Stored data
-- Opening Marker --
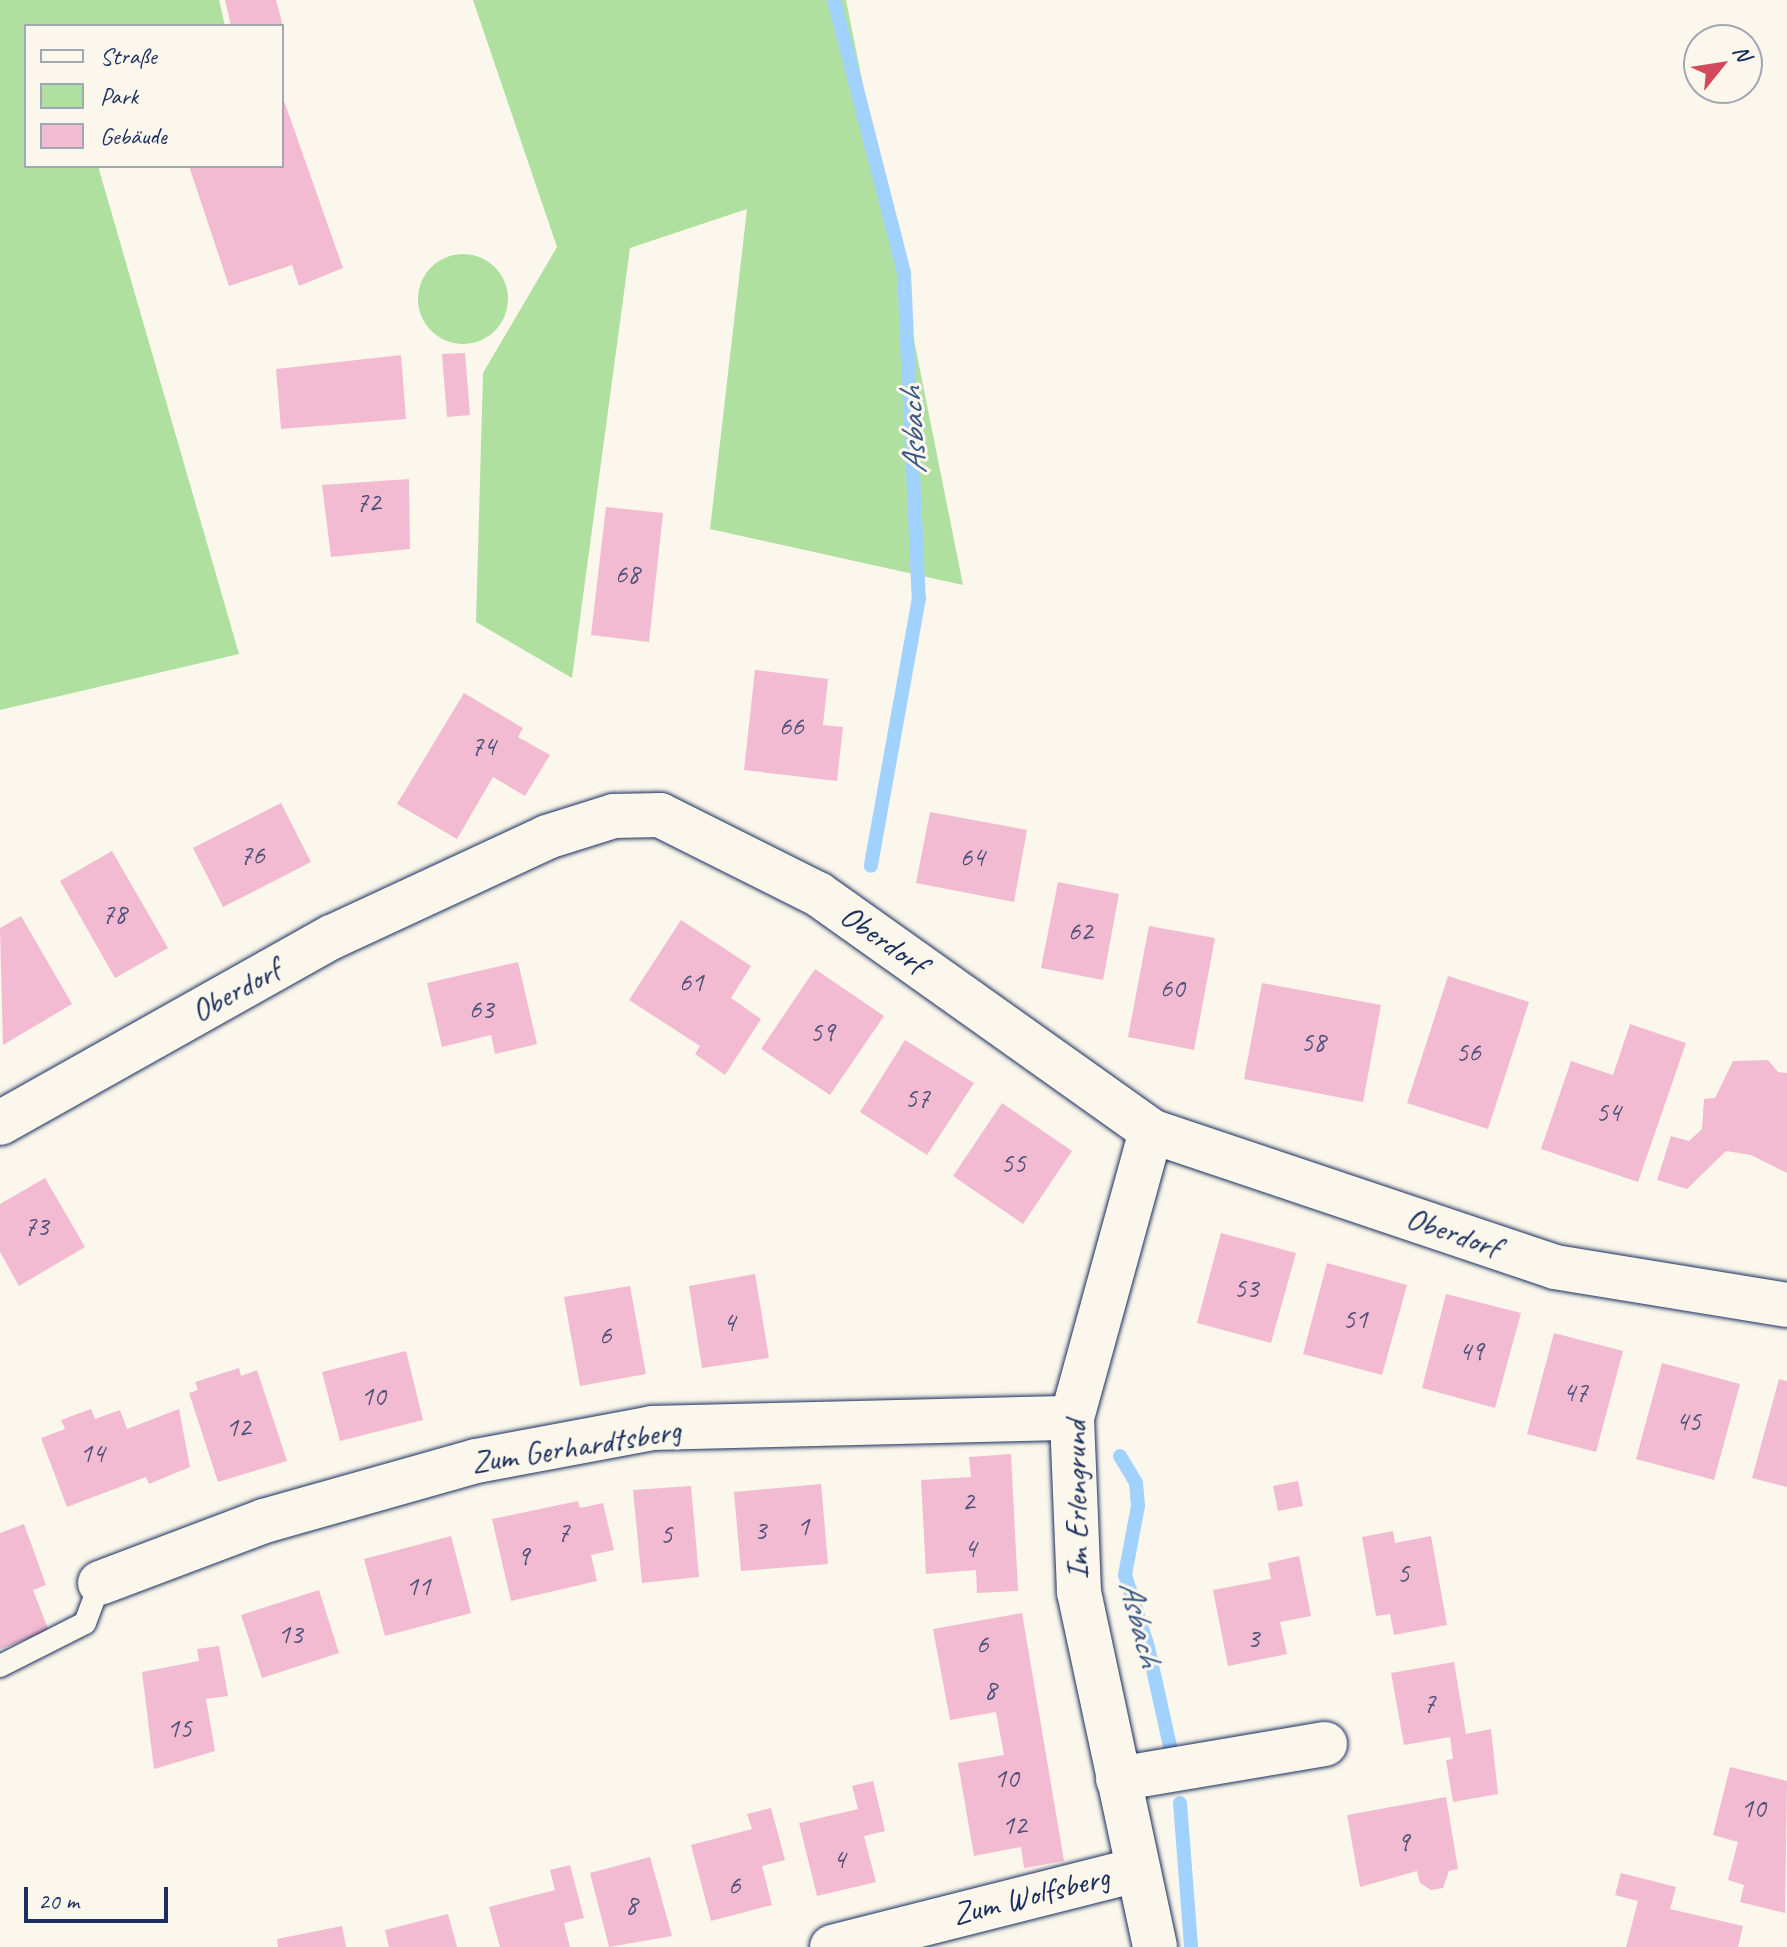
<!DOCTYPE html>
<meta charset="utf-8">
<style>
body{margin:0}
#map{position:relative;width:1787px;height:1947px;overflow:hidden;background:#fbf7ec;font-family:Caveat,sans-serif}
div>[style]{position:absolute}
.green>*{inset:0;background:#afe0a0}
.round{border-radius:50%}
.stream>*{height:14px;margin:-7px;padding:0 7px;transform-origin:7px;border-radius:7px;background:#a1d2fe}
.building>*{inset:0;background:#f3bbd1}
.roads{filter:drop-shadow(0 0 2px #1b2f5e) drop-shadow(0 0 2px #1b2f5e)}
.service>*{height:22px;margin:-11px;padding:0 11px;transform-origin:11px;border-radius:11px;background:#fbf7ec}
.minor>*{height:44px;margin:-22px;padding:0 22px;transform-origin:22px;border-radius:22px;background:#fbf7ec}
span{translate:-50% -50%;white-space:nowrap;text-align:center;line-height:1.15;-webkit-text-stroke:6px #fbf7ec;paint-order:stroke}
.number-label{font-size:28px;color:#51527b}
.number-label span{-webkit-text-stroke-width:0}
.street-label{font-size:32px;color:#1b2f5e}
.water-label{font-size:34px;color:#3c5886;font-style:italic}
.legend{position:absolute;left:24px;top:24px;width:260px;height:144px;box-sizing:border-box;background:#fbf7ec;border:2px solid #a1a7b3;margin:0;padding:10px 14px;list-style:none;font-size:24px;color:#1b2f5e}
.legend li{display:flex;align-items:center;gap:16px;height:40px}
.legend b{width:40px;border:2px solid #a1a7b3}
.north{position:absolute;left:1683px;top:24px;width:80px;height:80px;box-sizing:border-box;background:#fbf7ec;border:2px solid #a1a7b3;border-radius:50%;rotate:60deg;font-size:22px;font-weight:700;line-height:32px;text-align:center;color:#1b2f5e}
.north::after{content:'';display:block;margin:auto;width:28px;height:36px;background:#d1495b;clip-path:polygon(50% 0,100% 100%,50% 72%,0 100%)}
.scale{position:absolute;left:24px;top:1887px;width:144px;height:36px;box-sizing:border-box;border:4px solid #1b2f5e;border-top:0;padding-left:10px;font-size:24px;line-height:28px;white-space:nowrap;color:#1b2f5e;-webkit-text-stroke:6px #fbf7ec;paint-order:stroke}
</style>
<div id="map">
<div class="green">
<i style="clip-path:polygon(0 0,219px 0,225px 26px,26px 26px,26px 166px,98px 166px,239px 654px,0 710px)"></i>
<i style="clip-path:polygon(473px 0,846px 0,963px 585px,710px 529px,747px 209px,630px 248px,572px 678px,476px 622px,483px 373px,557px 247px)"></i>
<i class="round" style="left:418px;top:254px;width:90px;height:90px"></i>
</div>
<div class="stream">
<i style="left:834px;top:0;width:282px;rotate:75.6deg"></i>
<i style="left:904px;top:273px;width:325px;rotate:87.4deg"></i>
<i style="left:919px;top:598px;width:272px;rotate:100.2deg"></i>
<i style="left:1120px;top:1456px;width:31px;rotate:59deg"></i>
<i style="left:1136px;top:1483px;width:23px;rotate:85deg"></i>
<i style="left:1138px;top:1506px;width:70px;rotate:100.7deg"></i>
<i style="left:1125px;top:1575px;width:76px;rotate:72.3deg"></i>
<i style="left:1148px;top:1647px;width:101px;rotate:77.5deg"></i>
<i style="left:1180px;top:1803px;width:144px;rotate:85.6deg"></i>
</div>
<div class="building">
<i style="clip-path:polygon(225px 0,276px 0,283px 26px,231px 26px)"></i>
<i style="clip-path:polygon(282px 95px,343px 268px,299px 286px,292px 265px,229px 286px,189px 166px,282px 166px)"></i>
<i style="clip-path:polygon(465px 353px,470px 415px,447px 417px,442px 354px)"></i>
<i style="clip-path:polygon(401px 355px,406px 419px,281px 429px,276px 369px)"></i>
<i style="clip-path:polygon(409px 479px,410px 549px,331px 557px,322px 485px)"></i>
<i style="clip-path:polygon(606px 507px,663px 513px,649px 642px,591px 635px)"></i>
<i style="clip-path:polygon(755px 670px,828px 679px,823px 725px,843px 727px,837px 781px,744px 770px)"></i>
<i style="clip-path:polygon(464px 693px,523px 728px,518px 737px,550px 755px,525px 796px,493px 777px,457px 839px,397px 804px)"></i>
<i style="clip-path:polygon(281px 803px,311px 862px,223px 907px,193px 848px)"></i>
<i style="clip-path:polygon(930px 812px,1027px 830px,1014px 902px,916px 883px)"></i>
<i style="clip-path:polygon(112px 851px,168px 948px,115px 978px,60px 881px)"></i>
<i style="clip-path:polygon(1058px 882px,1119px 894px,1103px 980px,1041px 968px)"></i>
<i style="clip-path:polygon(21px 916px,72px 1004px,3px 1045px,0 928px)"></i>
<i style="clip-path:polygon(681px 920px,751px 966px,731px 998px,761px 1019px,725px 1075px,695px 1054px,700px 1046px,629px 1000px)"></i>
<i style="clip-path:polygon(1149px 926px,1215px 938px,1194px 1050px,1128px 1037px)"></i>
<i style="clip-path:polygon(518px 962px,537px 1044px,495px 1054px,491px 1035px,442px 1047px,427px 983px)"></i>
<i style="clip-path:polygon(815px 969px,884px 1016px,830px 1095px,761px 1049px)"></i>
<i style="clip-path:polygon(1448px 976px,1529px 1002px,1488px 1129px,1407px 1103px)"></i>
<i style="clip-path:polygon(1262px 983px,1381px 1005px,1363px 1102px,1244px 1079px)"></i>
<i style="clip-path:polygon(1630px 1024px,1686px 1043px,1638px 1182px,1541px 1149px,1571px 1061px,1613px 1075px)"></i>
<i style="clip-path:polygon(905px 1040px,974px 1083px,927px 1155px,860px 1112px)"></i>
<i style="clip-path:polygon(1768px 1060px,1778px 1072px,1787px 1073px,1787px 1173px,1751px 1155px,1726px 1151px,1687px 1189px,1657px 1180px,1671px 1136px,1689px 1141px,1702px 1129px,1704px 1099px,1715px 1098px,1733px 1061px)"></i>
<i style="clip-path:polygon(1002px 1103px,1072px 1151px,1023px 1224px,953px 1176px)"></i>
<i style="clip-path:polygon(45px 1178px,85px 1247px,19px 1286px,0 1252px,0 1204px)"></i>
<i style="clip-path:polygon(1221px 1233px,1296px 1253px,1271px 1343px,1197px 1323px)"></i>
<i style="clip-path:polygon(1327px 1263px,1407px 1285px,1382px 1375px,1303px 1354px)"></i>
<i style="clip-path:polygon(755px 1274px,769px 1358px,702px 1368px,689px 1286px)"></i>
<i style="clip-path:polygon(630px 1286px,646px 1374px,580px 1386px,564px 1297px)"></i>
<i style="clip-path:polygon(1446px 1294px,1521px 1313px,1495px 1408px,1422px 1388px)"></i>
<i style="clip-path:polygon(1554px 1333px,1623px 1351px,1596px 1452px,1527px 1434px)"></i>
<i style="clip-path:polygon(406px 1351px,423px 1420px,340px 1441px,322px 1372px)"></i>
<i style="clip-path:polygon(1662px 1363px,1740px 1384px,1714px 1480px,1636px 1459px)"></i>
<i style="clip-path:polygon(239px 1368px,241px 1376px,257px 1370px,287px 1461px,218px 1482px,189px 1393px,198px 1390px,195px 1382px)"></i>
<i style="clip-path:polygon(1779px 1379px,1787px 1381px,1787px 1487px,1752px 1478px)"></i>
<i style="clip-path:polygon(91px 1409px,95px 1419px,120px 1410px,127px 1429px,179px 1409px,190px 1467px,149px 1484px,146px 1477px,67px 1507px,41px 1438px,65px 1429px,61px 1420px)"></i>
<i style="clip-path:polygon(1011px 1454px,1018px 1591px,977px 1593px,976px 1570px,926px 1574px,921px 1480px,971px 1477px,969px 1457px)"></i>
<i style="clip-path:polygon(1298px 1481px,1303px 1506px,1278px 1511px,1273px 1486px)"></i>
<i style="clip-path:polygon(821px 1484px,828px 1564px,741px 1571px,734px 1492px)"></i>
<i style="clip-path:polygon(691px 1486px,699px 1577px,642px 1583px,633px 1490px)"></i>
<i style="clip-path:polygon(578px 1501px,580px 1508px,603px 1503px,614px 1550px,591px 1555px,597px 1581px,511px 1601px,492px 1519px)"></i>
<i style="clip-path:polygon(24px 1524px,46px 1585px,33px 1590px,49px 1631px,0 1649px,0 1533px)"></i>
<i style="clip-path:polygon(1393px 1531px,1395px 1543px,1431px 1536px,1447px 1625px,1394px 1635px,1390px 1614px,1376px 1616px,1362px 1537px)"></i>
<i style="clip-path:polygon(451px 1536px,471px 1613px,385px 1636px,364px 1559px)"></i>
<i style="clip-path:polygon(1299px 1556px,1311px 1616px,1280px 1622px,1287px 1654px,1228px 1666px,1213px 1590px,1271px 1579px,1268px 1563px)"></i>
<i style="clip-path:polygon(319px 1590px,339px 1653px,262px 1678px,241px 1615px)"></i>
<i style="clip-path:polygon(1022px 1613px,1064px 1861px,1024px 1868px,1021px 1847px,974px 1856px,958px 1763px,1004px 1755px,996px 1712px,950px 1720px,933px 1629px)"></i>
<i style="clip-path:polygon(219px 1646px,228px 1696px,206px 1699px,215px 1751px,154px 1769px,142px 1672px,199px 1661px,197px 1649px)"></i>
<i style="clip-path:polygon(1454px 1662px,1466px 1734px,1491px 1729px,1498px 1794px,1453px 1802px,1446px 1760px,1453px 1759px,1450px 1737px,1404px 1745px,1391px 1673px)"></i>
<i style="clip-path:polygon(1730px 1767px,1787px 1781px,1785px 1913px,1740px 1902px,1744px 1885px,1728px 1880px,1738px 1842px,1713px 1835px)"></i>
<i style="clip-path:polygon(873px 1781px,885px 1831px,864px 1836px,876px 1882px,817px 1896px,799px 1823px,858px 1809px,852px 1786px)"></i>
<i style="clip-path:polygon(1446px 1797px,1458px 1869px,1449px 1871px,1443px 1888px,1431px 1890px,1420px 1883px,1417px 1871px,1360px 1887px,1347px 1815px)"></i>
<i style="clip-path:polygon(771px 1808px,785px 1860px,762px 1866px,772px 1905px,711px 1921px,691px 1845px,752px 1829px,747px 1814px)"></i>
<i style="clip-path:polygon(650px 1857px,672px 1936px,609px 1947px,590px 1873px)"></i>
<i style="clip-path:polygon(570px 1865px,584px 1918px,564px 1923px,570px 1947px,500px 1947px,489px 1907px,555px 1890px,550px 1870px)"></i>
<i style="clip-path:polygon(1621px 1873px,1676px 1887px,1670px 1909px,1743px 1926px,1738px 1947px,1626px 1947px,1638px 1901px,1615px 1895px)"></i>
<i style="clip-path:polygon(448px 1914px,457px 1947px,389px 1947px,385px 1930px)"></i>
<i style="clip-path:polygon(342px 1926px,346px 1947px,278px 1947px,277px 1939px)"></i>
</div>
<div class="roads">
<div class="service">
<i style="left:0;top:1666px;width:95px;rotate:-26.8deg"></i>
<i style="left:85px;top:1623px;width:43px;rotate:-69.4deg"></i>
</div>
<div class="minor">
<i style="left:0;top:1123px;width:381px;rotate:-29.3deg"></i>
<i style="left:332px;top:937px;width:237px;rotate:-24.9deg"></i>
<i style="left:547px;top:837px;width:70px;rotate:-17.4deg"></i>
<i style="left:614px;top:816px;width:46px;rotate:-1.2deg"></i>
<i style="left:660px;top:815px;width:177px;rotate:26.6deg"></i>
<i style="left:818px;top:894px;width:409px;rotate:35.4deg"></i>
<i style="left:1151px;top:1131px;width:426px;rotate:18.6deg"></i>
<i style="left:1555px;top:1267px;width:235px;rotate:9.3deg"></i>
<i style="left:1151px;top:1131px;width:298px;rotate:105.4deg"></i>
<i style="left:1072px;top:1418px;width:174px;rotate:87.7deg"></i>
<i style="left:1079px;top:1592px;width:363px;rotate:77.9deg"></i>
<i style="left:100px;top:1583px;width:175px;rotate:-20.7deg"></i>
<i style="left:264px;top:1521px;width:220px;rotate:-15.8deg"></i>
<i style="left:476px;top:1461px;width:179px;rotate:-10.6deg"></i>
<i style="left:652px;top:1428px;width:420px;rotate:-1.4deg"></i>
<i style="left:1118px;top:1779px;width:210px;rotate:-9.6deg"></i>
<i style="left:832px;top:1947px;width:315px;rotate:-14.2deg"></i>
</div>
</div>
<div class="number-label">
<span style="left:368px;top:502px">72</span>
<span style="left:627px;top:574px">68</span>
<span style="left:791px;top:726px">66</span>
<span style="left:483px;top:746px">74</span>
<span style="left:252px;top:855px">76</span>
<span style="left:972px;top:857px">64</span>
<span style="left:114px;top:914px">78</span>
<span style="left:1080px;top:931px">62</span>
<span style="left:691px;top:982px">61</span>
<span style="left:1172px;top:988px">60</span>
<span style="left:481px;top:1009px">63</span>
<span style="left:822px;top:1032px">59</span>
<span style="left:1313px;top:1042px">58</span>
<span style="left:1468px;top:1052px">56</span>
<span style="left:917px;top:1098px">57</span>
<span style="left:1608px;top:1112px">54</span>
<span style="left:1013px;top:1163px">55</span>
<span style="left:36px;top:1226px">73</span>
<span style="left:1246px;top:1288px">53</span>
<span style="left:1355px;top:1319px">51</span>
<span style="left:729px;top:1322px">4</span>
<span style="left:605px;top:1335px">6</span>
<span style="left:1471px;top:1351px">49</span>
<span style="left:1575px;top:1392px">47</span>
<span style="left:373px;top:1396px">10</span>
<span style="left:1688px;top:1421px">45</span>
<span style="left:238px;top:1427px">12</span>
<span style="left:92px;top:1453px">14</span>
<span style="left:968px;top:1501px">2</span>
<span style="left:803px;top:1526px">1</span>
<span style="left:760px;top:1530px">3</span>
<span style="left:563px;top:1532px">7</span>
<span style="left:666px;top:1534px">5</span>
<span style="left:970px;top:1548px">4</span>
<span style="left:523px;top:1556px">9</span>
<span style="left:1403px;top:1573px">5</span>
<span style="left:418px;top:1586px">11</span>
<span style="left:290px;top:1634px">13</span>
<span style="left:1253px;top:1638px">3</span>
<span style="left:982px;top:1644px">6</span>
<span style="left:990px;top:1690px">8</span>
<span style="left:1429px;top:1703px">7</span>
<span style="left:179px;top:1728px">15</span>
<span style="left:1006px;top:1778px">10</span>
<span style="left:1753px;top:1808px">10</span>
<span style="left:1014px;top:1825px">12</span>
<span style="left:1403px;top:1842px">9</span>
<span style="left:839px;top:1859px">4</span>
<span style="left:734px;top:1885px">6</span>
<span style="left:631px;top:1905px">8</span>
</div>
<div class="street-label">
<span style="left:883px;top:940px;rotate:35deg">Oberdorf</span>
<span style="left:236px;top:991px;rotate:-29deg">Oberdorf</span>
<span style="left:1453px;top:1233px;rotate:19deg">Oberdorf</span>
<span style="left:576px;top:1447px;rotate:-9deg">Zum Gerhardtsberg</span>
<span style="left:1077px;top:1500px;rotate:-91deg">Im Erlengrund</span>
<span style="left:1031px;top:1896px;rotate:-14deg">Zum Wolfsberg</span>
</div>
<div class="water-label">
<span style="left:912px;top:431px;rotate:-93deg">Asbach</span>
<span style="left:1141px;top:1623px;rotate:76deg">Asbach</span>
</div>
<ul class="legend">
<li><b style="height:10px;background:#fbf7ec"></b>Straße</li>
<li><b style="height:22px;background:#afe0a0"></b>Park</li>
<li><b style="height:22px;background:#f3bbd1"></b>Gebäude</li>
</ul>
<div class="north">N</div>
<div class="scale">20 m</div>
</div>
-- Closing Marker --
WORK INSTRUCTIONS –
Scan the records above for the string "service", then report every line that contains it.

ANSWER TO THE PROBLEM –
.service>*{height:22px;margin:-11px;padding:0 11px;transform-origin:11px;border-radius:11px;background:#fbf7ec}
<div class="service">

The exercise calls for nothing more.